* _Task item_: Make an exact copy of all the entries below, with the pictures left out.
▼▼▼
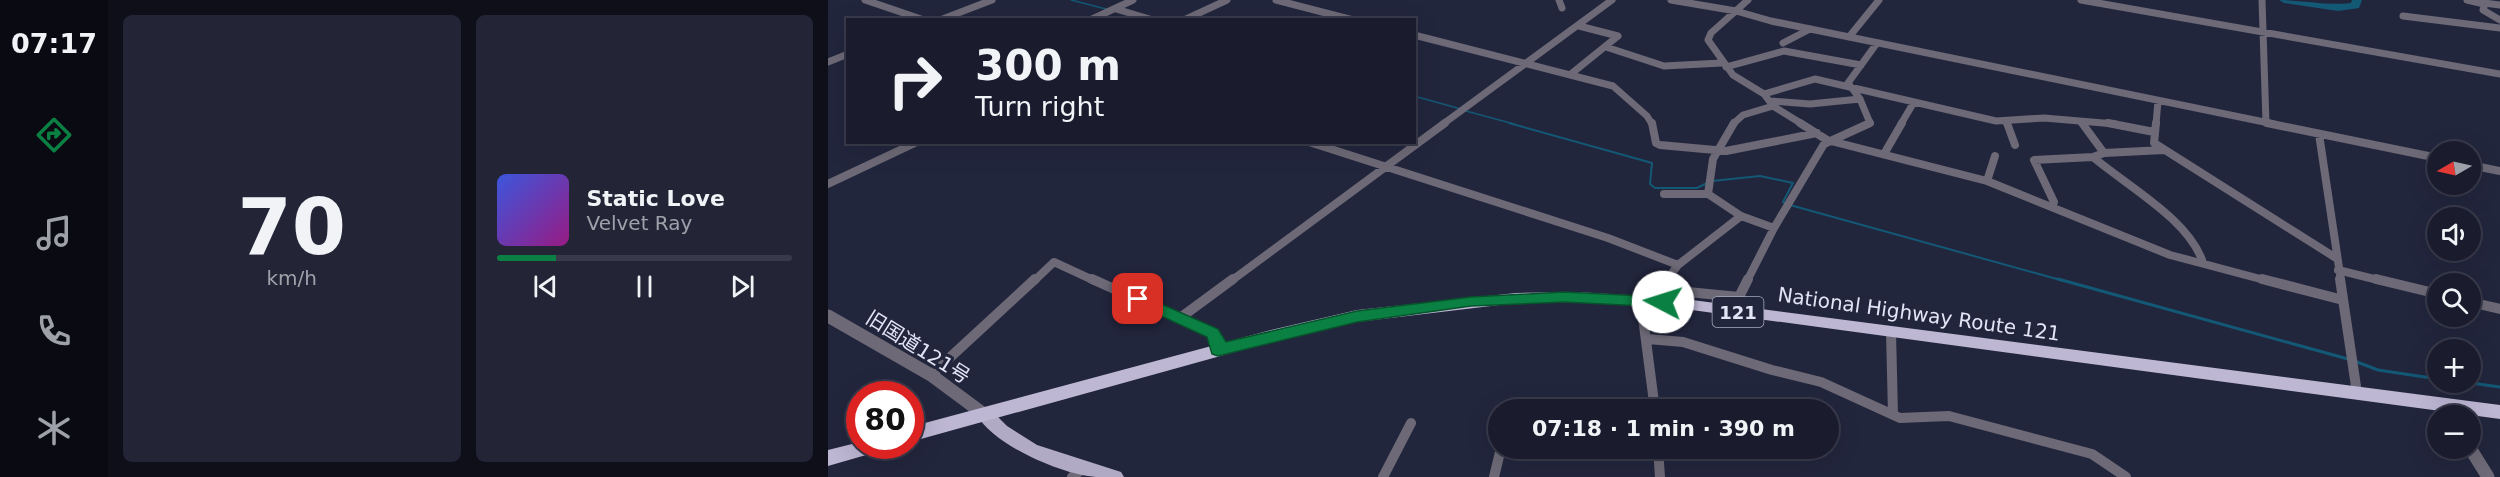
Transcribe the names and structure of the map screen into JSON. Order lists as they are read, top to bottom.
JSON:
{
  "streets": {
    "highway": ["121", "National Highway Route 121"],
    "street": ["旧国道121号"]
  },
  "crossings": [
    ["121", "National Highway Route 121"],
    ["121", "旧国道121号"],
    ["National Highway Route 121", "旧国道121号"]
  ],
  "north": "left",
  "page": {
    "tabs": "07:17",
    "tile": ["70", "km/h"],
    "turn": ["300 m", "Turn right"],
    "map_buttons": ["+", "−"],
    "song": ["Static Love", "Velvet Ray"],
    "limit": "80",
    "trip": "07:18 · 1 min · 390 m"
  }
}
▲▲▲
* _Exercise output_:
Transcribe the names and structure of the map screen into JSON. Order lists as they are read, top to bottom.
JSON:
{
  "streets": {
    "highway": ["121", "National Highway Route 121"],
    "street": ["旧国道121号"]
  },
  "crossings": [
    ["121", "National Highway Route 121"],
    ["121", "旧国道121号"],
    ["National Highway Route 121", "旧国道121号"]
  ],
  "north": "left",
  "page": {
    "tabs": "07:17",
    "tile": ["70", "km/h"],
    "turn": ["300 m", "Turn right"],
    "map_buttons": ["+", "−"],
    "song": ["Static Love", "Velvet Ray"],
    "limit": "80",
    "trip": "07:18 · 1 min · 390 m"
  }
}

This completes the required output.